» TASK GOAL
Go through the data line by line. Copy each one holding the string "Denton".

[Dataset entries]
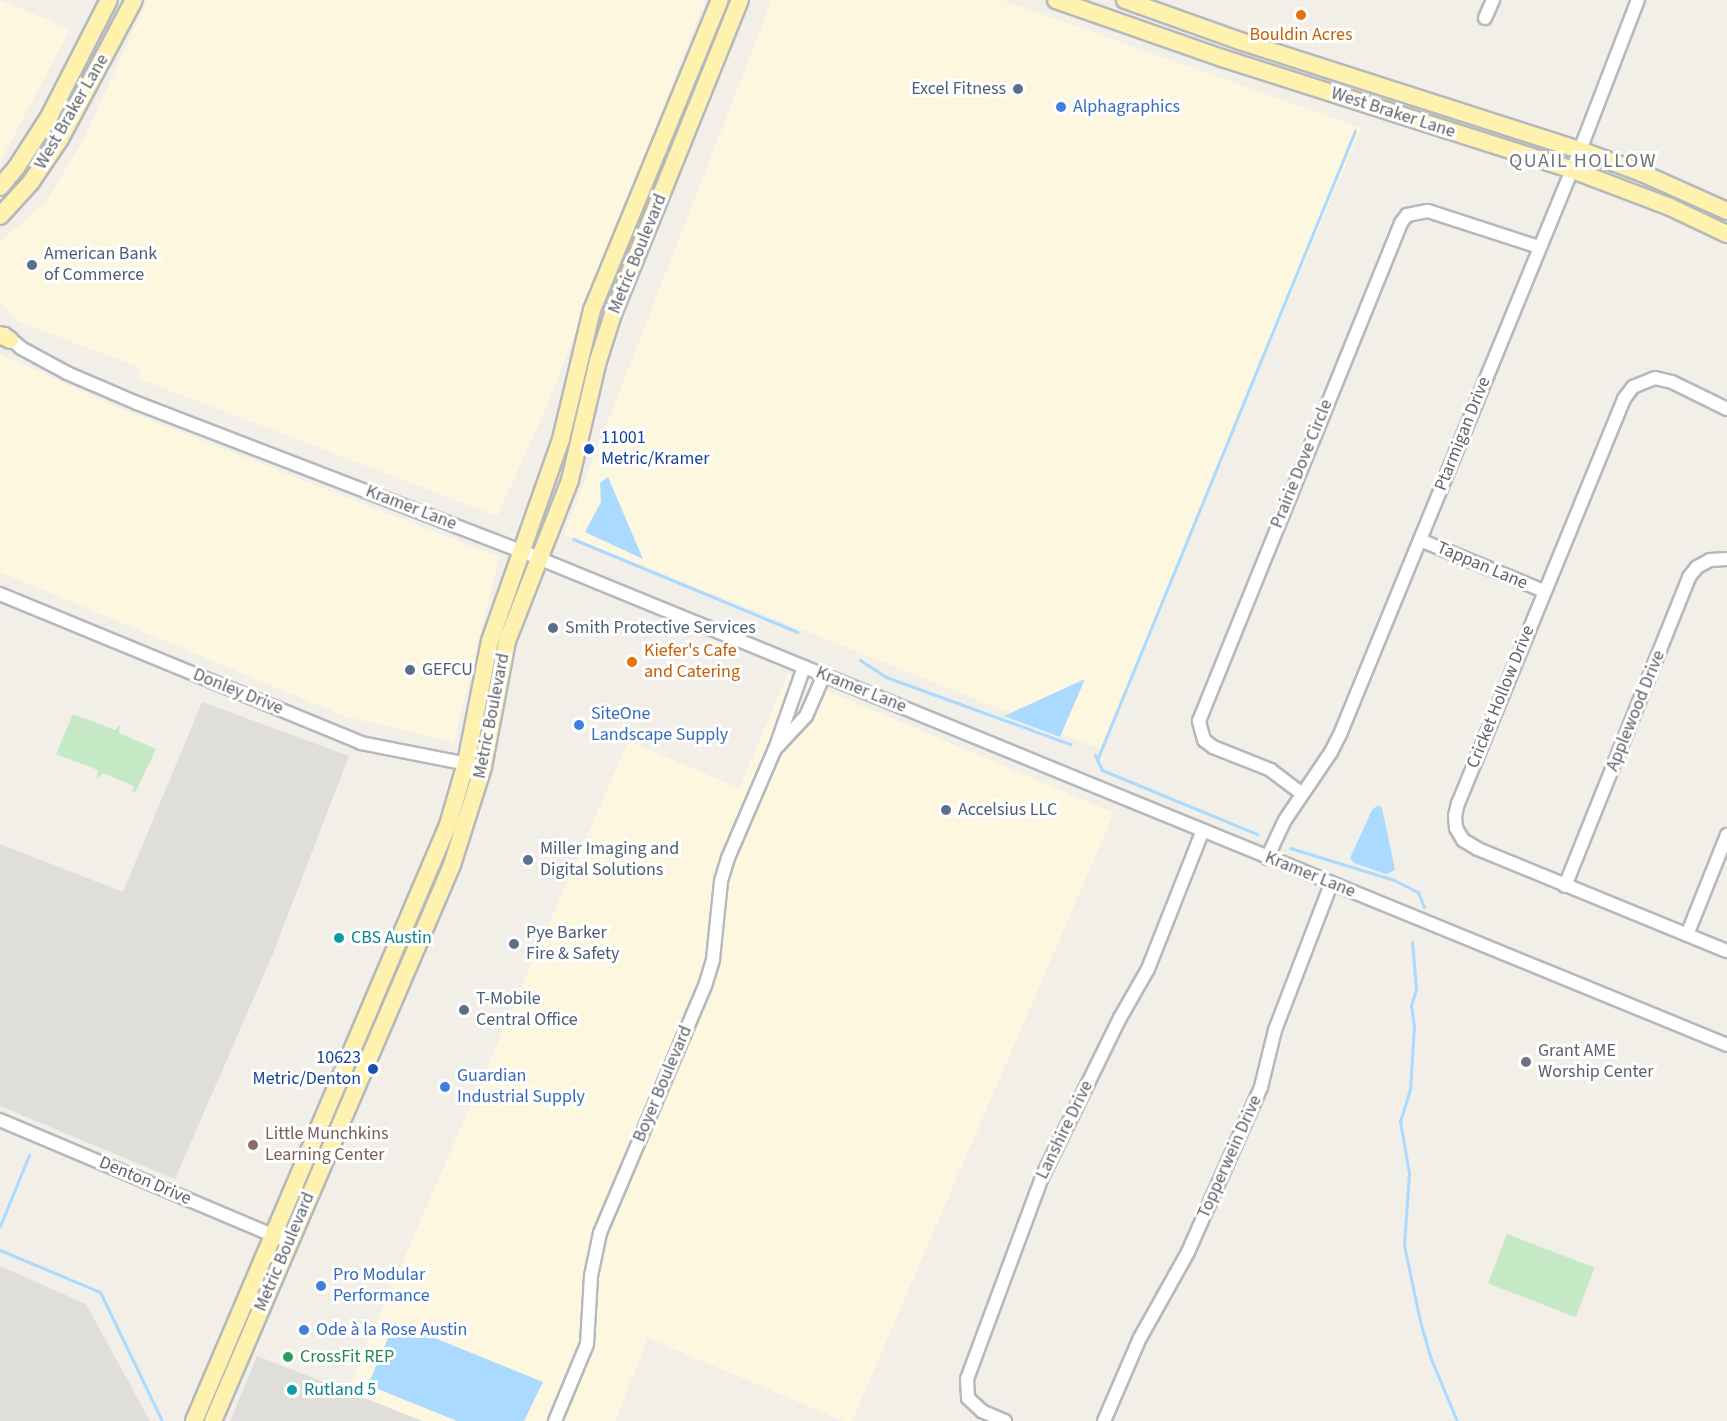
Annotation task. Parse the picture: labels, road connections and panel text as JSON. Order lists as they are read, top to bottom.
{
  "streets": {
    "main road": ["West Braker Lane", "Metric Boulevard"],
    "street": [
      "Ptarmigan Drive",
      "Prairie Dove Circle",
      "Kramer Lane",
      "Tappan Lane",
      "Donley Drive",
      "Cricket Hollow Drive",
      "Applewood Drive",
      "Boyer Boulevard",
      "Lanshire Drive",
      "Topperwein Drive",
      "Denton Drive"
    ]
  },
  "crossings": [
    ["West Braker Lane", "Ptarmigan Drive"],
    ["Metric Boulevard", "Kramer Lane"],
    ["Metric Boulevard", "Donley Drive"],
    ["Metric Boulevard", "Denton Drive"],
    ["Ptarmigan Drive", "Prairie Dove Circle"],
    ["Ptarmigan Drive", "Kramer Lane"],
    ["Ptarmigan Drive", "Tappan Lane"],
    ["Kramer Lane", "Boyer Boulevard"],
    ["Kramer Lane", "Lanshire Drive"],
    ["Kramer Lane", "Topperwein Drive"],
    ["Tappan Lane", "Cricket Hollow Drive"],
    ["Cricket Hollow Drive", "Applewood Drive"]
  ],
  "districts": ["QUAIL HOLLOW"],
  "places": [
    "Bouldin Acres",
    "Excel Fitness",
    "Alphagraphics",
    "American Bank of Commerce",
    "11001 Metric/Kramer",
    "Smith Protective Services",
    "Kiefer's Cafe and Catering",
    "GEFCU",
    "SiteOne Landscape Supply",
    "Accelsius LLC",
    "Miller Imaging and Digital Solutions",
    "CBS Austin",
    "Pye Barker Fire & Safety",
    "T-Mobile Central Office",
    "Grant AME Worship Center",
    "10623 Metric/Denton",
    "Guardian Industrial Supply",
    "Little Munchkins Learning Center",
    "Pro Modular Performance",
    "Ode à la Rose Austin",
    "CrossFit REP",
    "Rutland 5"
  ]
}
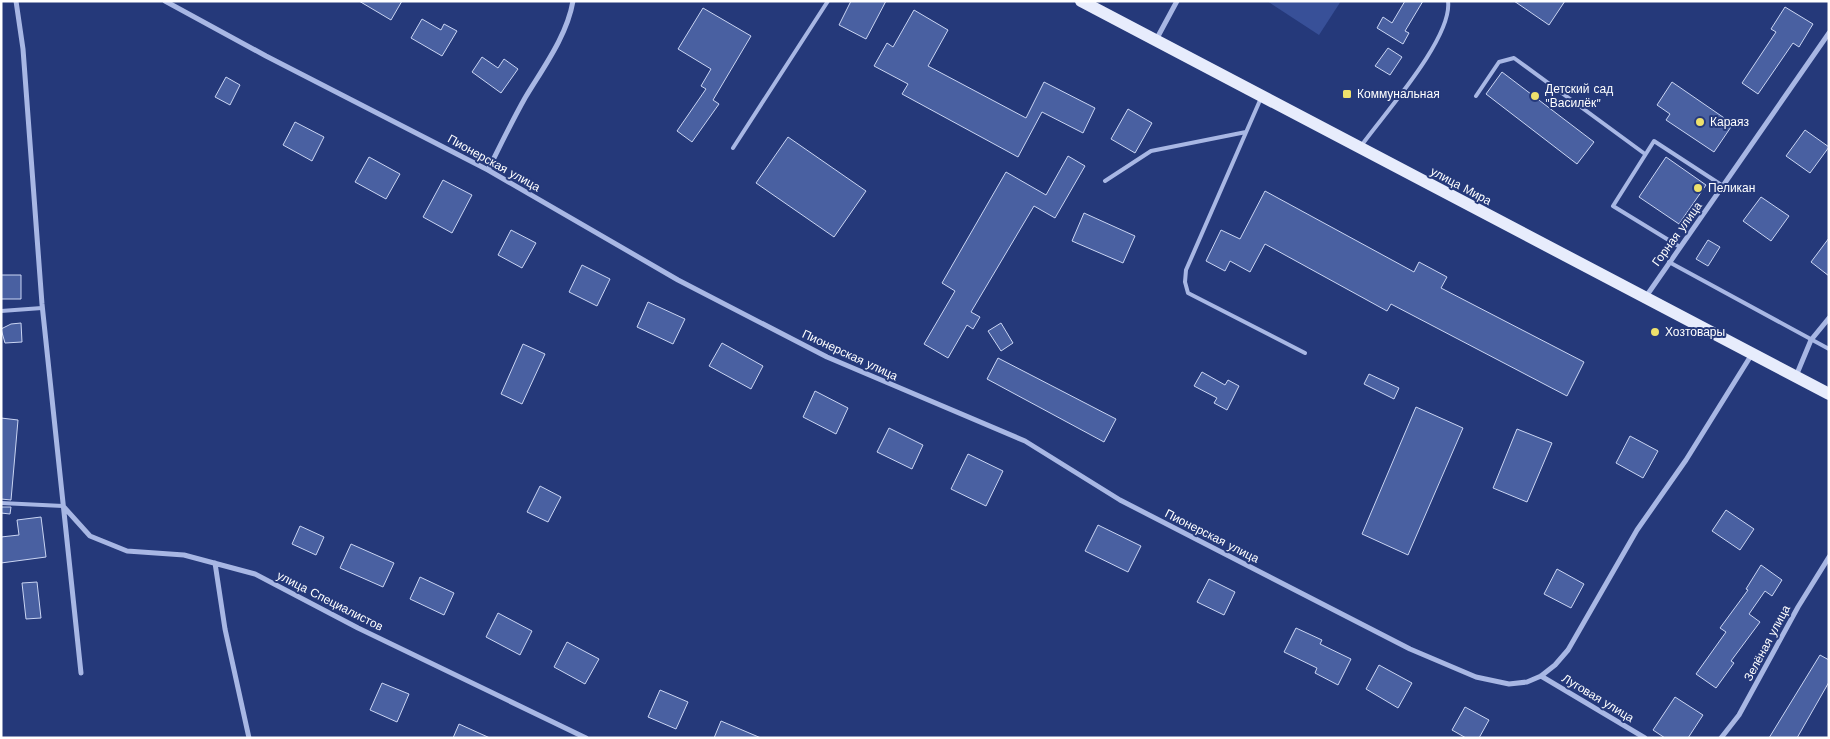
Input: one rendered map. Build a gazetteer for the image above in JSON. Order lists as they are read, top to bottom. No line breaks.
{"streets":{"main road":["улица Мира"],"street":["Пионерская улица","Горная улица","улица Специалистов","Зелёная улица","Луговая улица"]},"crossings":[["Пионерская улица","Луговая улица"],["улица Мира","Горная улица"]],"places":{"transit":["Коммунальная"],"other":["Детский сад \"Василёк\"","Караяз","Пеликан","Хозтовары"]}}
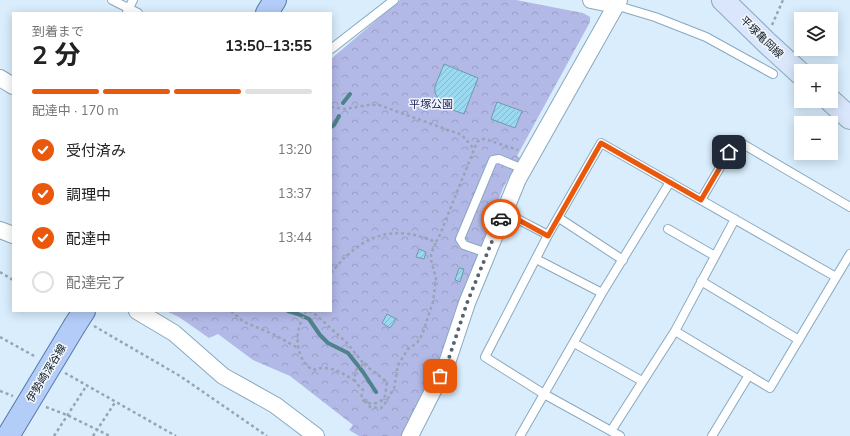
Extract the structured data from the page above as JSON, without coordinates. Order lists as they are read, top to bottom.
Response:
{
  "streets": {
    "main road": ["平塚亀岡線", "伊勢崎深谷線"]
  },
  "parks": ["平塚公園"],
  "page": {
    "map_buttons": ["+", "−"],
    "heading": ["2 分", "到着まで", "13:50–13:55"],
    "bar": "配達中 · 170 m",
    "list": [
      ["受付済み", "13:20"],
      ["調理中", "13:37"],
      ["配達中", "13:44"],
      "配達完了"
    ]
  }
}
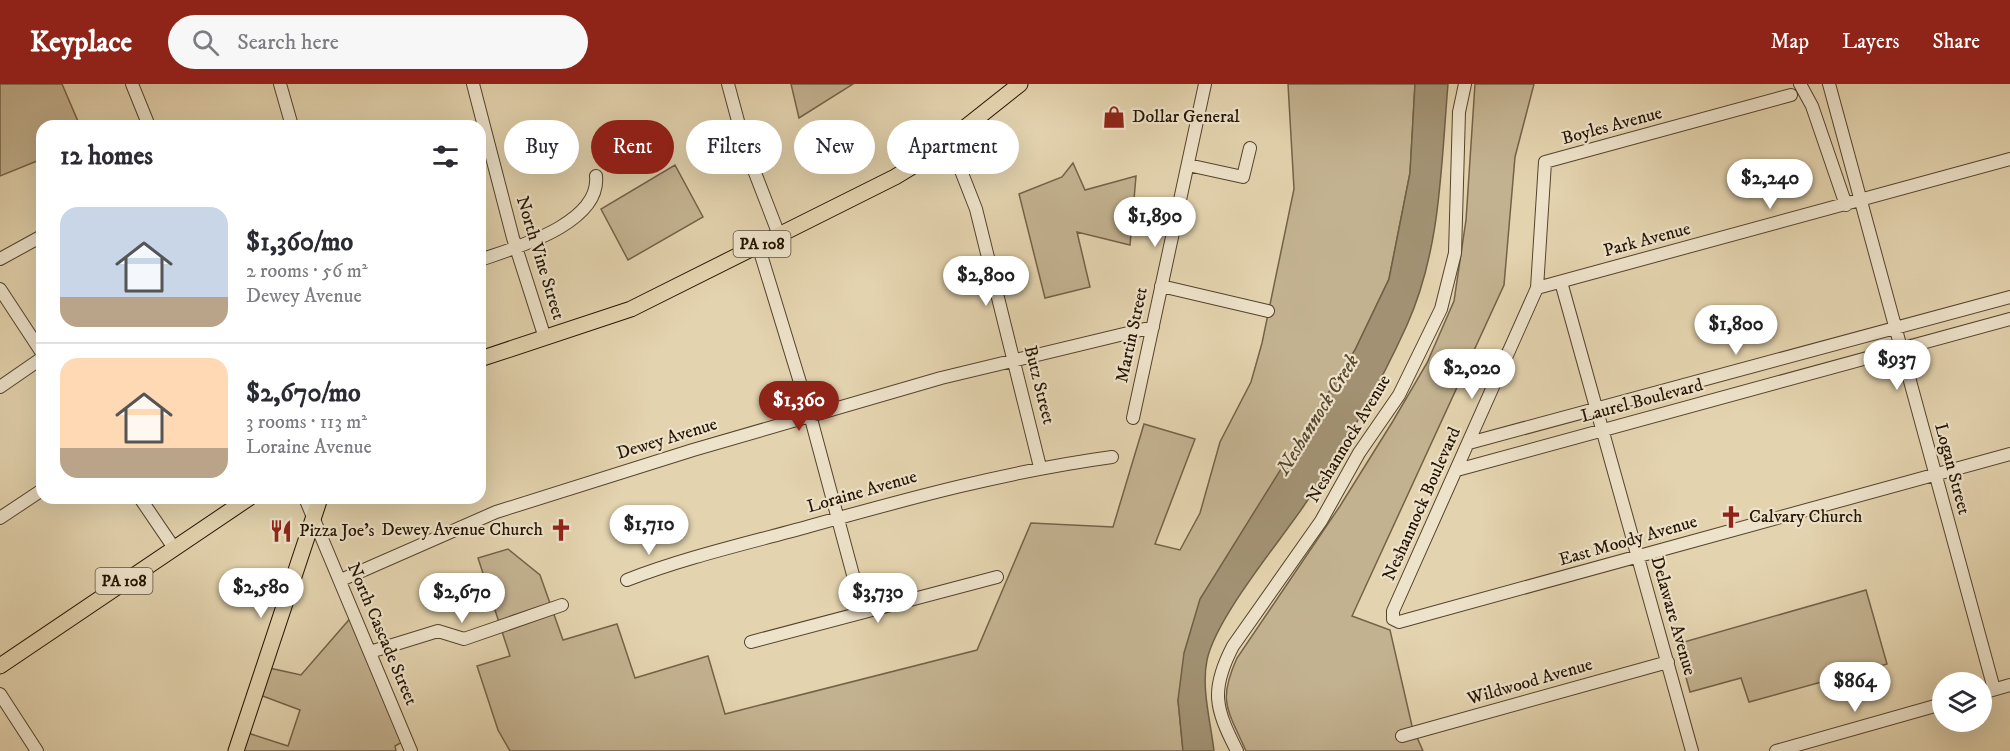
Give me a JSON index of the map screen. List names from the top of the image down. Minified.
{"streets":{"main road":["PA 108"],"street":["Boyles Avenue","Park Avenue","North Vine Street","Martin Street","Butz Street","Laurel Boulevard","Dewey Avenue","Neshannock Avenue","Logan Street","Loraine Avenue","Neshannock Boulevard","East Moody Avenue","Delaware Avenue","North Cascade Street","Wildwood Avenue"]},"crossings":[["Boyles Avenue","Neshannock Boulevard"],["Park Avenue","Logan Street"],["Park Avenue","Neshannock Boulevard"],["Park Avenue","Delaware Avenue"],["PA 108","North Vine Street"],["Martin Street","Dewey Avenue"],["Butz Street","Dewey Avenue"],["Butz Street","Loraine Avenue"],["Laurel Boulevard","Logan Street"],["Laurel Boulevard","Neshannock Boulevard"],["Laurel Boulevard","Delaware Avenue"],["Dewey Avenue","North Cascade Street"],["Logan Street","East Moody Avenue"],["Neshannock Boulevard","East Moody Avenue"],["East Moody Avenue","Delaware Avenue"],["Delaware Avenue","Wildwood Avenue"]],"water":["Neshannock Creek"],"places":{"shop":["Dollar General"],"church":["Calvary Church","Dewey Avenue Church"],"restaurant":["Pizza Joe's"]},"page":{"header":"Keyplace","search":"Search here","nav":["Map","Layers","Share"],"chip":["Buy","Rent","Filters","New","Apartment"],"heading":"12 homes","price":["$2,240","$1,890","$2,800","$1,800","$937","$2,020","$1,360","$1,710","$2,580","$2,670","$3,730","$864"],"list":[{"name":"$1,360/mo","note":"2 rooms · 56 m² · Dewey Avenue"},{"name":"$2,670/mo","note":"3 rooms · 113 m² · Loraine Avenue"}]}}
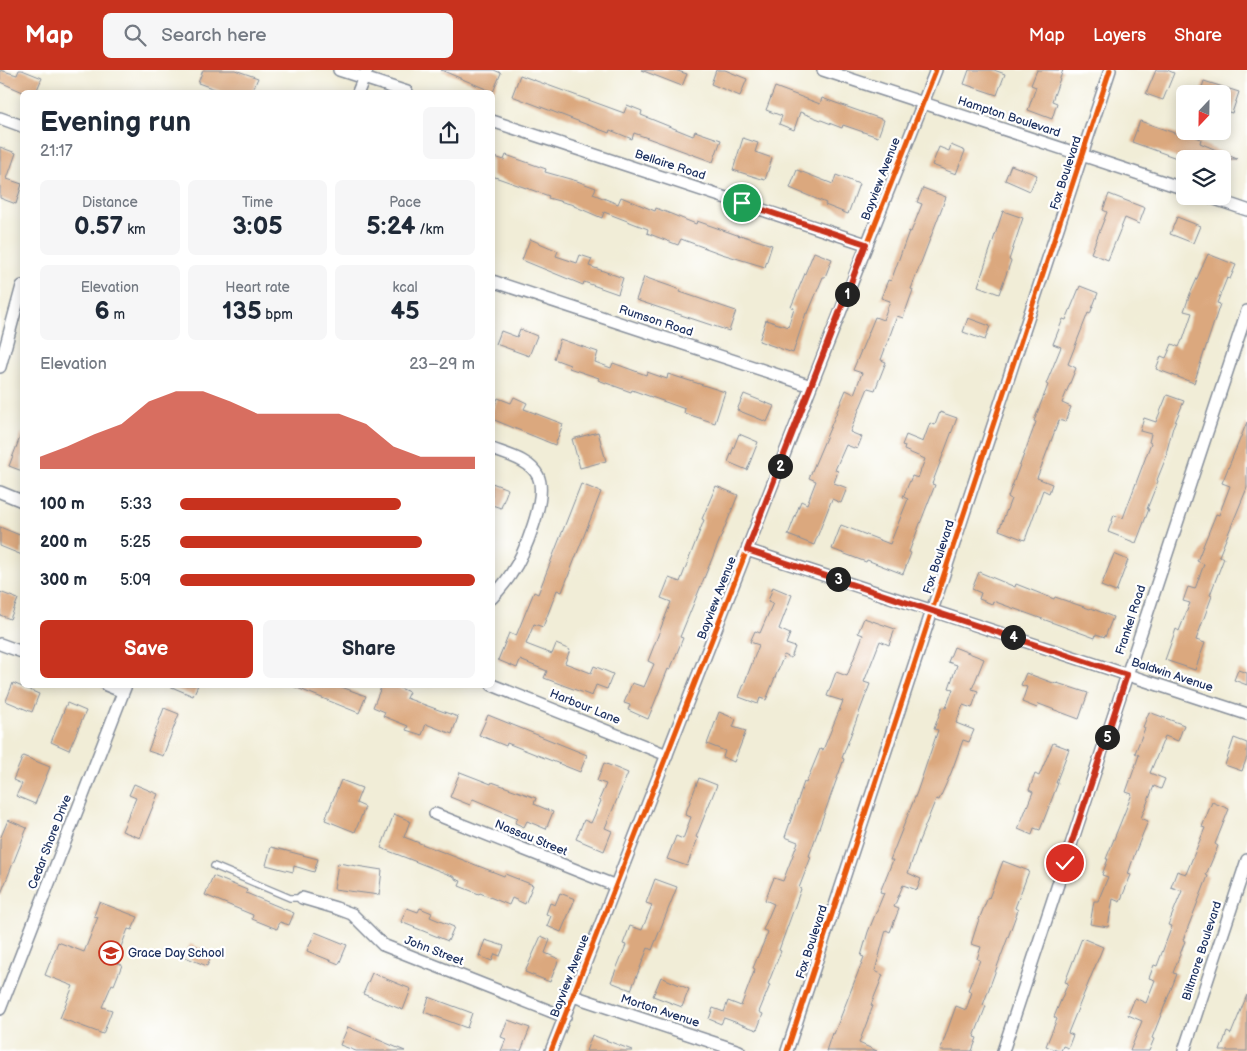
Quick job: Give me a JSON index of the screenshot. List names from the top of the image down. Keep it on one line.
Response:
{"streets":{"street":["Hampton Boulevard","Bellaire Road","Fox Boulevard","Bayview Avenue","Rumson Road","Frankel Road","Baldwin Avenue","Harbour Lane","Nassau Street","Cedar Shore Drive","John Street","Biltmore Boulevard","Morton Avenue"]},"crossings":[["Hampton Boulevard","Fox Boulevard"],["Hampton Boulevard","Bayview Avenue"],["Bellaire Road","Bayview Avenue"],["Fox Boulevard","Baldwin Avenue"],["Bayview Avenue","Rumson Road"],["Bayview Avenue","Baldwin Avenue"],["Bayview Avenue","Harbour Lane"],["Bayview Avenue","Nassau Street"],["Bayview Avenue","John Street"],["Bayview Avenue","Morton Avenue"],["Frankel Road","Baldwin Avenue"]],"places":{"school or university":["Grace Day School"]},"north":"bottom","page":{"header":"Map","search":"Search here","nav":["Map","Layers","Share"],"heading":["Evening run","21:17"],"stats":[["Distance","0.57 km"],["Time","3:05"],["Pace","5:24 /km"],["Elevation","6 m"],["Heart rate","135 bpm"],["kcal","45"]],"pins":["1","2","3","4","5"],"chart":["Elevation","23–29 m"],"list":[{"name":"100 m","note":"5:33"},{"name":"200 m","note":"5:25"},{"name":"300 m","note":"5:09"}],"buttons":["Save","Share"]}}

» FINAL ANSWER
      "Denton Drive"
    ["Metric Boulevard", "Denton Drive"],
    "10623 Metric/Denton",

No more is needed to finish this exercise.